2024/05/20 Author: Takazudo

Takazudo Modularにて取り扱わせて頂いている、ADDAC SystemのADDAC System: ADDAC112 VC Looper & Granular Processorの紹介/解説記事になります。

ADDAC112は、多様なパラメーターをCVコントロール可能なLooper(ルーパー)&Granular Processor(グラニュラープロセッサー)です。使いやすいQuantize(クオンタイズ)機能のついたLooperをベースに、多様なグラニュラーの処理が可能なこのモジュールは、ADDAC Systemのグラニュラーに対する「ソフトな」アプローチを表現した楽器として作り上げられています。

こちらの商品は、以下よりご購入頂けます。

商品写真

写真:ADDAC112本体側

写真:ADDAC112拡張側

写真:ADDAC112裏側

写真:付属品

Looper/Granular Processorとは

まず、このモジュールは、その名にあるようにLooperとGranular Processorです。Looperというのは、入力されたオーディオを録音し、そのオーディオを連続して再生させる。そしてオーディオのスピードを変えるなどの機能を持つ音楽機材のカテゴライズ名称です。古くは、テープのリールに録音した音をループ再生させて楽器として使ったアプローチを発端としていると思われます。

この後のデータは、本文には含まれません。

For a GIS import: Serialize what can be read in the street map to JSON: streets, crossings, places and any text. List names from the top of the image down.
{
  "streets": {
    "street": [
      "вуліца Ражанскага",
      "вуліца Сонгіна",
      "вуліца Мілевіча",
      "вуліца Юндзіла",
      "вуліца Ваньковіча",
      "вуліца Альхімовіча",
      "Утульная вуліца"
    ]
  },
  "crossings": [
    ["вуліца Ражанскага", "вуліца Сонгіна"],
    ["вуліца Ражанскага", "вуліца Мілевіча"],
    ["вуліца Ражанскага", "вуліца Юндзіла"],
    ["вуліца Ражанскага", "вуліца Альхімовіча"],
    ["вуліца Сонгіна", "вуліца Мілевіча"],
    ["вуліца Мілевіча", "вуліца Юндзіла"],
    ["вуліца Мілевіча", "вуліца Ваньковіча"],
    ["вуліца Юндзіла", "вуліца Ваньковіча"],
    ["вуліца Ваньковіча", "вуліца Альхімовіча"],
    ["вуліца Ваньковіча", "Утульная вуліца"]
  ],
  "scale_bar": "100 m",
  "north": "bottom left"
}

Granular Processorの「グラニューラー」というのは「粒状の」というようなニュアンスの言葉です。なにが粒なのかというと、この場合の粒は「音」の断片です。粒=Grainです。Granular Processorは、音を細かく分割し、時にそれは数ミリ秒というぐらいの小ささのGrainへ分解します。このGrainをいくつも重ねたり、ボリュームを変化させたりなどなど、様々な方法で音を加工し、再生させる類の音楽機材は、Granular Processorと呼ばれます。

モジュラーシンセサイザーの中には、この2つの機能を備えたモジュールが存在しています。このLooperとGranular Processorというのは、明確に分かれているわけでもなく、両方の機能を持つモジュールもあります。(いずれもオーディオの録音と再生をベースとしているため)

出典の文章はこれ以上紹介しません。